Multiple step sizes lost when calling intersection()
I would expect the code below to print FrameSet("1-100x25,1-100x1"), as both FrameSets are identical, but it prints FrameSet("1-100"). Technically, both FrameSets (fs and fs2) contain the same frames, but FrameSet.order is different for each.
from fileseq import FrameSet
fs = FrameSet("1-10x3,1-10x1")
fs2 = fs.intersection(fs)
# This will be "1-10", not "1-10x3,1-10x1".
print fs2
# Note the difference in the order between the two.
print fs.order
print fs2.order
This seems to happen because FrameSet.items is a frozenset that is intersected with another frozenset, then converted back to a frame range. This could be the case for other functions, but intersection() was my use case. I am currently working around the issue by splitting one of the FrameSet's by ',', intersecting one by one, and joining them back together. Any chance for a fix?
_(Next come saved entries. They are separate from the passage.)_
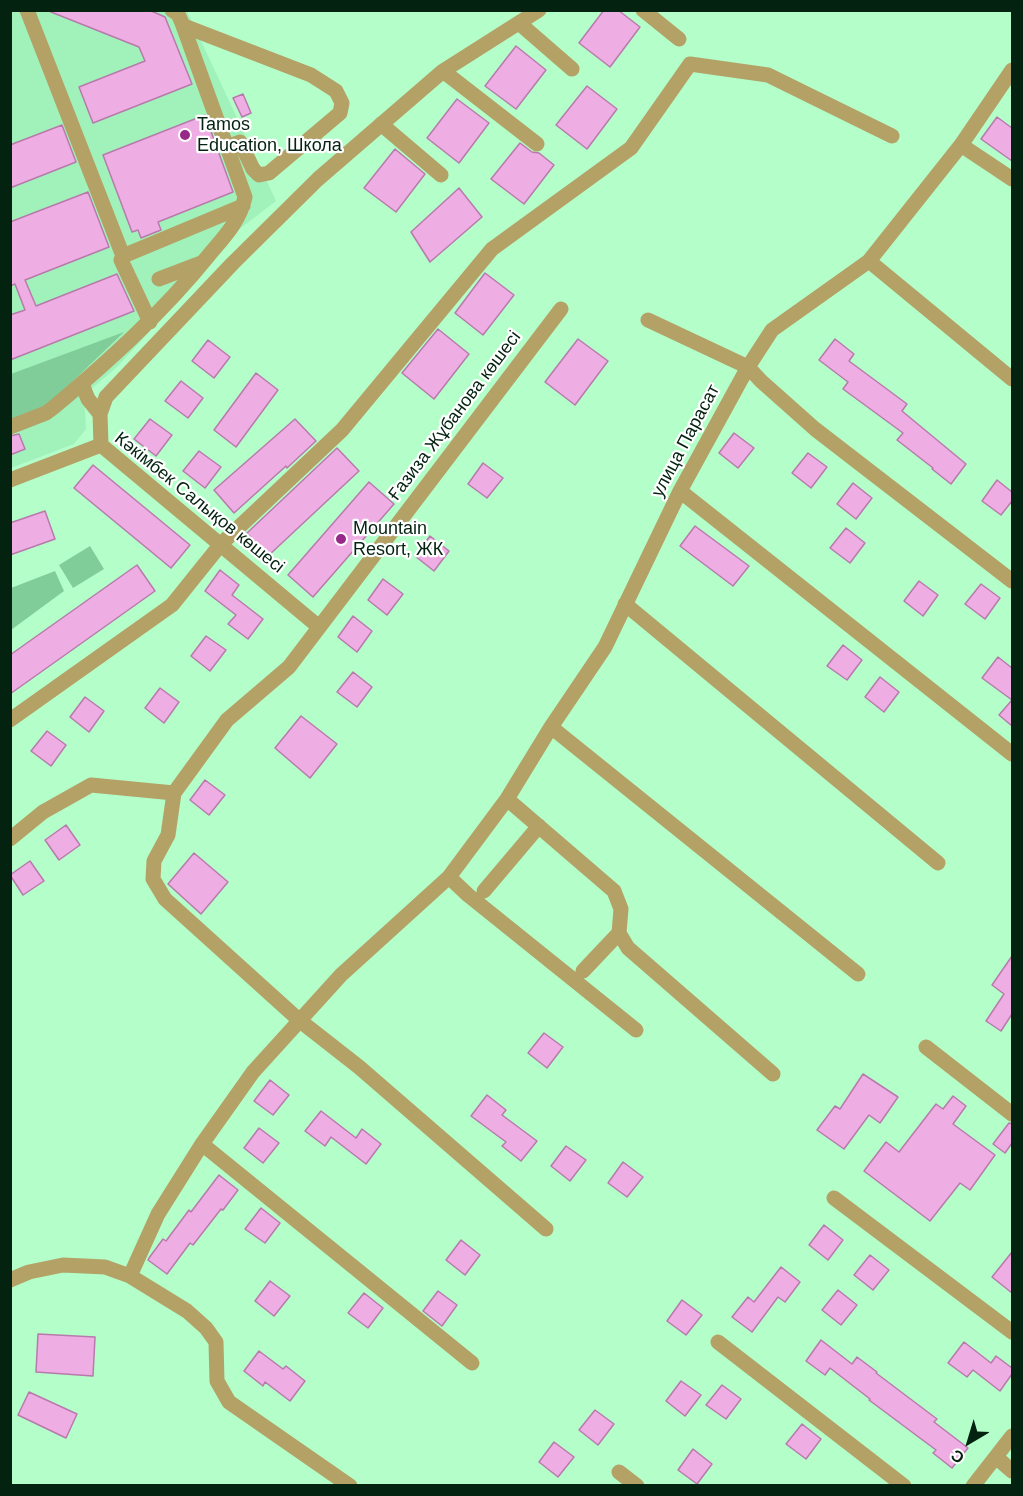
<!DOCTYPE html>
<html>
<head>
<meta charset="utf-8">
<style>
  body { margin:0 }
  #map { position:relative; width:1023px; height:1496px; overflow:hidden; background:#b4feca; font-family:Arial,sans-serif }
  canvas { display:block }
  .frame { position:absolute; inset:0; border:12px solid #042210; pointer-events:none }
  .north { position:absolute; left:939px; top:1412px; width:60px; height:60px; -webkit-text-stroke:4px #fff; paint-order:stroke; rotate:218deg; font-size:16px; font-weight:700; line-height:24px; text-align:center; color:#042210 }
  .north::after { content:''; display:block; margin:auto; width:21px; height:27px; background:#042210; clip-path:polygon(50% 0,100% 100%,50% 72%,0 100%) }
</style>
</head>
<body>
<div id="map">
<canvas width="1023" height="1496"></canvas>
<div class="frame"></div>
<div class="north">С</div>
</div>
<script>
const c = document.querySelector('canvas').getContext('2d');
c.lineJoin = 'round';
function fill(path, color) {
  c.fillStyle = color;
  c.fill(path, 'evenodd');
}
function trace(path, color, width, dash) {
  c.strokeStyle = color;
  c.lineWidth = width;
  c.lineCap = dash ? 'butt' : 'round';
  c.setLineDash(dash || []);
  c.stroke(path);
}
function label(font, color, halo, rows, align = 'center') {
  c.font = font + ' Arial,sans-serif';
  c.lineWidth = 4.5;
  c.setLineDash([]);
  c.textBaseline = 'middle';
  c.strokeStyle = halo;
  c.fillStyle = color;
  for (const [text, x, y, turn = 0] of rows) {
    c.save();
    c.translate(x, y);
    c.rotate((+turn || 0) * Math.PI / 180);
    c.textAlign = isNaN(turn) ? turn : align;
    if (halo) c.strokeText(text, 0, 0);
    c.fillText(text, 0, 0);
    c.restore();
  }
}
const built = new Path2D(`
  M11 11H187L276 201 237 231 173 306 117 367 84 395 86 429 74 444 11 468Z`);
const green = new Path2D(`
  M124 332 48 405 11 422V374Z
  M90 546 104 569 73 588 59 565Z
  M55 571 64 591 11 630V588Z`);
const building = new Path2D(`
  M46 10H149L165 17 192 84 93 123 79 87 145 61 139 47Z
  M604 10H618L640 27 610 67 579 43Z
  M516 46 546 70 516 109 485 86Z
  M587 86 617 109 587 149 556 125Z
  M243 94 251 113 242 117 233 98Z
  M457 99 489 123 459 163 427 138Z
  M205 115 233 192 158 222 161 230 141 238 138 230 132 232 103 155Z
  M997 117 1012 128V161L981 139Z
  M62 125 76 162 10 188V145Z
  M520 143 532 152 539 153 554 165 524 204 491 179Z
  M395 149 425 174 396 212 364 188Z
  M459 188 482 217 430 262 411 232Z
  M88 192 109 247 25 280 36 306 117 274 134 311 10 360V315L25 310 15 284 10 286V222Z
  M485 273 514 295 483 335 455 313Z
  M438 329 469 354 434 399 402 373Z
  M578 339 608 361 575 405 545 382Z
  M835 339 854 354 849 361 907 404 902 411 966 464 951 484 932 469 933 468 897 440 903 433 843 389 848 382 819 360Z
  M208 340 230 357 214 378 192 361Z
  M256 373 278 390 236 447 214 430Z
  M181 381 203 398 188 418 165 401Z
  M150 419 172 435 156 456 134 439Z
  M295 419 316 441 287 468 286 466 234 513 214 490Z
  M734 433 754 448 738 468 719 453Z
  M19 434 25 449 10 455V436Z
  M337 448 359 471 268 556 247 533Z
  M199 451 221 467 205 488 183 471Z
  M808 453 827 467 811 488 792 473Z
  M483 463 503 478 487 498 468 484Z
  M93 465 190 545 171 568 74 488Z
  M997 480 1012 492V501L1001 515 982 501Z
  M369 482 394 504 313 597 288 575Z
  M853 483 872 498 856 519 837 504Z
  M45 511 55 539 10 555V523Z
  M695 526 749 566 733 586 680 546Z
  M846 528 865 543 850 563 830 548Z
  M430 536 449 551 434 571 415 556Z
  M137 565 155 591 10 694V655Z
  M220 570 239 585 232 595 263 619 248 639 228 624 236 615 205 591Z
  M383 579 403 594 387 615 368 600Z
  M919 581 938 595 923 616 904 601Z
  M981 584 1000 598 985 619 965 604Z
  M353 616 372 631 357 652 338 637Z
  M206 636 226 650 210 671 191 656Z
  M843 645 862 660 847 680 827 666Z
  M998 657 1012 668V726L999 715 1012 700 982 678Z
  M353 672 372 687 357 707 337 692Z
  M880 677 899 692 884 712 865 697Z
  M160 688 179 702 164 723 145 708Z
  M85 697 104 711 89 732 70 717Z
  M301 716 337 744 310 778 275 748Z
  M47 731 66 745 51 766 31 751Z
  M205 780 225 795 209 815 190 800Z
  M66 825 80 845 59 860 45 840Z
  M194 853 228 882 201 914 168 884Z
  M30 861 44 881 23 895 10 875Z
  M1012 956V1014L1001 1031 986 1021 1004 994 992 985Z
  M544 1033 563 1047 547 1068 528 1053Z
  M863 1074 898 1097 880 1123 869 1115 844 1149 817 1130 835 1106 840 1109Z
  M270 1080 289 1095 273 1115 254 1101Z
  M487 1095 506 1110 502 1115 537 1141 521 1161 502 1146 506 1142 471 1116Z
  M953 1096 966 1106 953 1124 995 1155 970 1190 960 1183 930 1221 864 1171 886 1142 899 1152 936 1104 943 1109Z
  M321 1111 356 1138 362 1129 381 1144 366 1164 331 1137 325 1146 305 1131Z
  M1009 1123 1012 1124V1143L1005 1153 993 1144Z
  M259 1128 279 1143 263 1163 244 1148Z
  M566 1146 586 1160 570 1181 551 1166Z
  M623 1162 643 1177 627 1197 608 1183Z
  M219 1175 238 1190 223 1210 221 1209 193 1245 190 1243 167 1274 148 1260 149 1258 163 1239 166 1241 189 1210 191 1212Z
  M261 1208 280 1223 265 1243 245 1229Z
  M824 1225 843 1240 828 1260 809 1245Z
  M461 1240 480 1255 465 1275 446 1260Z
  M1012 1252V1293L992 1277Z
  M870 1255 889 1270 873 1290 854 1275Z
  M781 1267 800 1282 785 1302 778 1297 752 1332 732 1317 748 1297 754 1302Z
  M270 1281 290 1296 274 1316 255 1301Z
  M838 1290 857 1305 841 1325 822 1310Z
  M438 1291 457 1305 442 1326 423 1311Z
  M364 1293 383 1308 368 1328 348 1313Z
  M682 1300 702 1315 686 1335 667 1321Z
  M38 1334 95 1337 93 1376 36 1372Z
  M821 1340 852 1364 857 1357 877 1372 876 1373 937 1419 934 1422 968 1448 952 1468 933 1453 936 1450 869 1400 870 1399 830 1368 825 1375 806 1361Z
  M964 1342 991 1363 996 1356 1012 1368V1374L1000 1391 973 1370 967 1377 948 1363Z
  M259 1351 283 1369 286 1366 305 1381 290 1401 265 1382 263 1386 244 1371Z
  M681 1381 701 1395 685 1416 666 1401Z
  M722 1385 741 1399 726 1419 706 1405Z
  M29 1392 77 1414 66 1438 18 1415Z
  M595 1410 614 1424 598 1445 579 1430Z
  M802 1424 821 1439 806 1459 786 1444Z
  M554 1442 574 1457 558 1477 539 1462Z
  M693 1449 712 1464 697 1484 678 1470Z`);
const minor = new Path2D(`
  M27 10 123 256
  M643 10 679 39
  M519 23 572 69
  M184 26 311 75 336 91 342 103 340 113 269 173 259 175 253 169 240 142 227 147
  M443 71 537 144
  M381 124 441 175
  M961 145 1012 179
  M869 261 1012 379
  M159 279 201 263
  M648 320 748 367 761 381 815 429 1012 581
  M150 322 121 260 123 256 243 206
  M82 384 88 399 100 414
  M10 427 46 413 54 407C110 360 163 312 209 255 224 237 240 221 245 197L182 23 178 14 172 10
  M101 445 100 414 106 397 233 263 318 179 443 71 539 10
  M10 480 101 445 319 627
  M680 491 1012 754
  M625 604 938 863
  M10 720 172 605 221 544 342 430 492 249 631 148 690 64 768 75 892 136
  M551 727 858 974
  M174 793 168 835 154 861 153 879 165 899 299 1020 359 1067 546 1229
  M507 799 614 891 621 909 619 933 628 948 773 1074
  M10 839 43 812 91 785 174 793 227 720 289 667 561 309
  M449 877 468 895 636 1030
  M484 891 539 826
  M583 971 619 933
  M926 1047 1012 1114
  M202 1144 472 1363
  M834 1198 1012 1332
  M130 1276 158 1214 202 1144 253 1072 341 975 449 877 507 799 551 727 605 647 680 491 748 367 772 330 869 261 961 145 1012 70
  M10 1280 29 1272 63 1265 105 1267 130 1276 187 1311 206 1328 216 1342 217 1381 229 1402 350 1486
  M718 1342 904 1486
  M996 1457 1012 1471
  M619 1472 637 1486
  M973 1486 1012 1436`);
const markers = [
  [185,135,6,"#972989"],
  [341,539,6,"#972989"]
];
const poiNames = [
  ["Tamos",197,125],
  ["Education, Школа",197,146],
  ["Mountain",353,529],
  ["Resort, ЖК",353,550]
];
const streetNames = [
  ["Ғазиза Жұбанова көшесі",455,416,-53],
  ["улица Парасат",686,441,-62],
  ["Кәкімбек Салықов көшесі",199,503,39]
];
fill(built, '#a1f1ba');
fill(green, '#81cd99');
fill(building, '#efaee3');
trace(building, '#b87aac', 1.5);
trace(minor, '#b3a166', 15);
for (const [x, y, r, color] of markers) {
  const dot = new Path2D();
  dot.arc(x, y, r, 0, 2 * Math.PI);
  c.fillStyle = color;
  c.fill(dot);
  trace(dot, '#fff', 2);
}
label('18px', '#042210', '#fff', poiNames, 'left');
label('18px', '#042210', '#fff', streetNames);
</script>
</body>
</html>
Unfortunately the set-like features that were added to FrameSet are acting more like python sets than a FrameSet. Obviously a FrameSet maintains order, while a set does not. And the simple implementation of the set methods are just delegating to the underlying set.
An implementation like this might be closer to correct:
def intersection(self, *other):
_other = set()
for o in other:
_other.update(o)
ordered = [i for i in self.order if i in _other]
return self.from_iterable(ordered, sort=False)
fs.intersection(fs)
# FrameSet("1-10x3,2-3,5-6,8-9")
This preserves the original order, although it does not preserve the original string notation. That is because FrameSet really never tries to figure out these original strings where arbitrary overlap occurs. It just saves the original string for printing. If you were to call fs.normalize() then you get "1-10".
Maybe I am overthinking it, but it would seem a little complicated to try and preserve "1-10x3,1-10x1" after the intersection, since it would have to analyze the string again and see if the original "1-10x1" was still valid for the final intersection.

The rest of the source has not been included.